▶ _Records for this exercise_:
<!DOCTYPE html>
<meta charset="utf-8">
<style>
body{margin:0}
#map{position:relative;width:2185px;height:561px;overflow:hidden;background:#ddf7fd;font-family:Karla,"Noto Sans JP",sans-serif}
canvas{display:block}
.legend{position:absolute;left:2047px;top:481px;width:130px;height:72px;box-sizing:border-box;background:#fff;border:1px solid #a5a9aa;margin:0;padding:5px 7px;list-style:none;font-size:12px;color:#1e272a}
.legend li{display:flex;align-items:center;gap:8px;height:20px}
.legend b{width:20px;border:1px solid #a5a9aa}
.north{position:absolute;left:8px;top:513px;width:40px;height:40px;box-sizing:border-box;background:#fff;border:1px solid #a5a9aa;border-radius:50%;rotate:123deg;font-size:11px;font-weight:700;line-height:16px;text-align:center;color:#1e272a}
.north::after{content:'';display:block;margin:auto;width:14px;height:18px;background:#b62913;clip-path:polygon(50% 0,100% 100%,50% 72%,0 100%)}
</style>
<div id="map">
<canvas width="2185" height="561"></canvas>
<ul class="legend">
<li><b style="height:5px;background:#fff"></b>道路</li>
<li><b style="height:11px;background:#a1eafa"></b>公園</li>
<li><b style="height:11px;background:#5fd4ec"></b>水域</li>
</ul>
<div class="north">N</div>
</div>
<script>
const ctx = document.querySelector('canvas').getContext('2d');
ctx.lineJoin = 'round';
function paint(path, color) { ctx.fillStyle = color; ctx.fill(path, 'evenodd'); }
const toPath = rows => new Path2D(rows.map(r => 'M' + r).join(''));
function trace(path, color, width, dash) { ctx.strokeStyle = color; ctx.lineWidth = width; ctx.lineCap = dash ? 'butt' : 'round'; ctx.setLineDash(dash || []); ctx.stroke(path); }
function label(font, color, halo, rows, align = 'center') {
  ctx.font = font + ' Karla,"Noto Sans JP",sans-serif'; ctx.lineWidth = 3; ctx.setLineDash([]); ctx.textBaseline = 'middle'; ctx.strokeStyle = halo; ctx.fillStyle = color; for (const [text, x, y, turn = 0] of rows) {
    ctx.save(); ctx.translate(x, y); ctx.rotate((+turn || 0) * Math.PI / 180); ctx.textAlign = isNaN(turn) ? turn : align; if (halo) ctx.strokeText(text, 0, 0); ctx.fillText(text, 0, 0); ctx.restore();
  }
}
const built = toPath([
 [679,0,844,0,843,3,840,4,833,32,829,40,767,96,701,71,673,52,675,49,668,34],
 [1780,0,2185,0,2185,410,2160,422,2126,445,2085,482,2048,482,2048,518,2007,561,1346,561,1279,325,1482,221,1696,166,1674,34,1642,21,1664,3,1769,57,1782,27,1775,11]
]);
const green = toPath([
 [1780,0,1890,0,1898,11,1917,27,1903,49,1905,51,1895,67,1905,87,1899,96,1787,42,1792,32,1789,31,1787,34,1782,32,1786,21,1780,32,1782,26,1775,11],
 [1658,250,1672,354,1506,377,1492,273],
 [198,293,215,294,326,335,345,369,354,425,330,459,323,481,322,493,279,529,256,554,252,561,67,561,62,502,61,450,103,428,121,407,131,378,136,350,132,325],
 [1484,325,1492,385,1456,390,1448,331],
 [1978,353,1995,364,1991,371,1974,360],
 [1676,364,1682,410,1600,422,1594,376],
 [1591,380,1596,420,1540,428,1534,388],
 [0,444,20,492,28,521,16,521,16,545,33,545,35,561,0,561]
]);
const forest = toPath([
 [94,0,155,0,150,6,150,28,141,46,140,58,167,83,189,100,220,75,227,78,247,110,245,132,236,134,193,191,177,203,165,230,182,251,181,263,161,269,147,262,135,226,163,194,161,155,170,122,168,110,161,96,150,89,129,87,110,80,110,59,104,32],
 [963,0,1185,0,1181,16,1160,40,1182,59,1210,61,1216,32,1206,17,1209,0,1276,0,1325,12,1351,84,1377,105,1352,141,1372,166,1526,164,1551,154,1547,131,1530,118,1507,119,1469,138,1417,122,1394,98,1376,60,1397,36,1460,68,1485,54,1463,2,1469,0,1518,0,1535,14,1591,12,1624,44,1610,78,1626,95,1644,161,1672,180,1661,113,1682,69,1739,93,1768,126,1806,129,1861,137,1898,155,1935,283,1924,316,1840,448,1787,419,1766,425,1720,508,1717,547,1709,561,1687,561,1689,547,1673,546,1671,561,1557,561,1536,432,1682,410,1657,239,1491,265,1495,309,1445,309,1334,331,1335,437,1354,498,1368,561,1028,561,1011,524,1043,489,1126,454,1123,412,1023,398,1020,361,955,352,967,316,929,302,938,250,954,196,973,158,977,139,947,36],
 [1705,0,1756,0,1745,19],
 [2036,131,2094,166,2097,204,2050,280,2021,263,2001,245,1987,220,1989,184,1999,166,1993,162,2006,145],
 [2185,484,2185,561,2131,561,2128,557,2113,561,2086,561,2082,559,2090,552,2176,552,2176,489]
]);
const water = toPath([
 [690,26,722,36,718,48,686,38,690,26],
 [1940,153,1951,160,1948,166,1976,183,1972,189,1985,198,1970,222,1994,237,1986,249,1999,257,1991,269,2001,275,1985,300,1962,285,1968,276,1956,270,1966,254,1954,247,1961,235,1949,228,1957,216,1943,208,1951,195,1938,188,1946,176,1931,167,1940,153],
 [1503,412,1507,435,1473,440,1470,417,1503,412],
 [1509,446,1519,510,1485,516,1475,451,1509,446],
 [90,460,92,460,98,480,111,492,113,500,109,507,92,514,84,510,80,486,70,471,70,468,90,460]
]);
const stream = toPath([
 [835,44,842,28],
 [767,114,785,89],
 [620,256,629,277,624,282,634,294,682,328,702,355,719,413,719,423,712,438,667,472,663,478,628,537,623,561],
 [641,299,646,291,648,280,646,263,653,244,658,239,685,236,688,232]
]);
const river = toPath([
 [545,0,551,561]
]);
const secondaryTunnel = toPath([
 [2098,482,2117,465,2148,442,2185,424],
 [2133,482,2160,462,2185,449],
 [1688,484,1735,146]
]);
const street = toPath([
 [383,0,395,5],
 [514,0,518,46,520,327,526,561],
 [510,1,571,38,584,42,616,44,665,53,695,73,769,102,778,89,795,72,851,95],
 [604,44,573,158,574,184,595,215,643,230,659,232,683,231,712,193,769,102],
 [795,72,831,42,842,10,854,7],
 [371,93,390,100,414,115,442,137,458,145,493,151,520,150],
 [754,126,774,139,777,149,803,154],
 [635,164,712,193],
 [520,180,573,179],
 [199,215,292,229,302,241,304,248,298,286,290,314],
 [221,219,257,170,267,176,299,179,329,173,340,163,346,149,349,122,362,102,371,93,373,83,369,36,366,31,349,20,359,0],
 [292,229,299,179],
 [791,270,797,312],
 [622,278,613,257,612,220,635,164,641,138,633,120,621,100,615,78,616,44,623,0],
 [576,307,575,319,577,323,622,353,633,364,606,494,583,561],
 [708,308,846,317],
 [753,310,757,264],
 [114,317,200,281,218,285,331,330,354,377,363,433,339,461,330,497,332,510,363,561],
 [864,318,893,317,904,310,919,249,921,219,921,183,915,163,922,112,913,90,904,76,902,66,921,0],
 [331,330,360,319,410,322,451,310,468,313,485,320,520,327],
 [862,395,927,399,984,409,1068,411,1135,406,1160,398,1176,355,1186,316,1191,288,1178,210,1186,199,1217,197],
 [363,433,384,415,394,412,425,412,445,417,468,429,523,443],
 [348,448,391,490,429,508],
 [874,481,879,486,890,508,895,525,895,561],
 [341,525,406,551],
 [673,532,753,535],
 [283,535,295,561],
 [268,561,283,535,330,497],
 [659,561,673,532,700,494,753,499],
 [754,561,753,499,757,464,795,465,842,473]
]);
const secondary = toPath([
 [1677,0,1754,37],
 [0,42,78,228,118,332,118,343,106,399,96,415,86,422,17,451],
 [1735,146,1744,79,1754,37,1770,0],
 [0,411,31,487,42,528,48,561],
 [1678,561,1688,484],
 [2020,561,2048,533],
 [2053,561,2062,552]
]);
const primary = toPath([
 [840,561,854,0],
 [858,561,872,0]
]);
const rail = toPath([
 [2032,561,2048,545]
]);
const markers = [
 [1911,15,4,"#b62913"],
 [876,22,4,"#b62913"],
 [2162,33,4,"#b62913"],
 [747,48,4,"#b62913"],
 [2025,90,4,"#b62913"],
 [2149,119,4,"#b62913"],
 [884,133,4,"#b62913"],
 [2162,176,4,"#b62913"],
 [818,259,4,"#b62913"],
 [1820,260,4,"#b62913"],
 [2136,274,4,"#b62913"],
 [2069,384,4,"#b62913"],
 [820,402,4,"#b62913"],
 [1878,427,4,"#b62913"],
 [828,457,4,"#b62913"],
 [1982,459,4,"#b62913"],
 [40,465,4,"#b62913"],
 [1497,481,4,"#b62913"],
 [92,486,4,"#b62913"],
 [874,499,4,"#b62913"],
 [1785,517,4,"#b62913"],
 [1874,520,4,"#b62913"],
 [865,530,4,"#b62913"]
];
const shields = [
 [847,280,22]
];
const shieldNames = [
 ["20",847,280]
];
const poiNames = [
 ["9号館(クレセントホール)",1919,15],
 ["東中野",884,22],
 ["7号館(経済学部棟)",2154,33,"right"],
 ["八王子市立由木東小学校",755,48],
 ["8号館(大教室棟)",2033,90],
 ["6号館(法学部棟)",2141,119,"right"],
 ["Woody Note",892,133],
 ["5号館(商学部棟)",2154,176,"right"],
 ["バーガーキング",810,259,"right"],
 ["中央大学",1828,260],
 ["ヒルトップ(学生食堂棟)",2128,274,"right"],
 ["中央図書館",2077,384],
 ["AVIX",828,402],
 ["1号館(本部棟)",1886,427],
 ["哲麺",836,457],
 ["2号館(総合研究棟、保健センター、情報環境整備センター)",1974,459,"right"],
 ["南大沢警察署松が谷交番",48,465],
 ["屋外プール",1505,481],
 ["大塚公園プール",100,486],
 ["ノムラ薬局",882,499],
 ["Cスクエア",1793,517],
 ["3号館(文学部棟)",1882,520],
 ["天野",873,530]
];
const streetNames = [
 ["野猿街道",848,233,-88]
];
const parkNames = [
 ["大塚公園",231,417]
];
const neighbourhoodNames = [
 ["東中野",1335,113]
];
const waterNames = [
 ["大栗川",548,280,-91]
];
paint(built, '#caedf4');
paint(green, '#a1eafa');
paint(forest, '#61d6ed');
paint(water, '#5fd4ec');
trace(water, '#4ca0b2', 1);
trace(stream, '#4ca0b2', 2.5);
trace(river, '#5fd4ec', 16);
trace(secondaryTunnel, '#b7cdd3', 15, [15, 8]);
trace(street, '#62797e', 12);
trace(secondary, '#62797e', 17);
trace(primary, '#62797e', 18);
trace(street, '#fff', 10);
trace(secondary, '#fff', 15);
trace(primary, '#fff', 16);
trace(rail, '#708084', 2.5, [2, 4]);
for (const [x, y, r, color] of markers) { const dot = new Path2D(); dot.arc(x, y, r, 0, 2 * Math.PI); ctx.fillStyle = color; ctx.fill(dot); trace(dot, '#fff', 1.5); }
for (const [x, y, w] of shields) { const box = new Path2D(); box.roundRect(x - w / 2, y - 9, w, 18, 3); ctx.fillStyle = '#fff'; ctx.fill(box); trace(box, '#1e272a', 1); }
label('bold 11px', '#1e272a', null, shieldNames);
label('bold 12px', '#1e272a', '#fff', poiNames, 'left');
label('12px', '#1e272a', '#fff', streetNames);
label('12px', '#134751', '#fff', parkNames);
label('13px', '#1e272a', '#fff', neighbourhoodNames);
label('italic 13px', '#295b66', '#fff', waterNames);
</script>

▶ _Directions for this task_: Pick out every line above that holds the word "function" and copy it.

▶ _Answer space_:
function paint(path, color) { ctx.fillStyle = color; ctx.fill(path, 'evenodd'); }
function trace(path, color, width, dash) { ctx.strokeStyle = color; ctx.lineWidth = width; ctx.lineCap = dash ? 'butt' : 'round'; ctx.setLineDash(dash || []); ctx.stroke(path); }
function label(font, color, halo, rows, align = 'center') {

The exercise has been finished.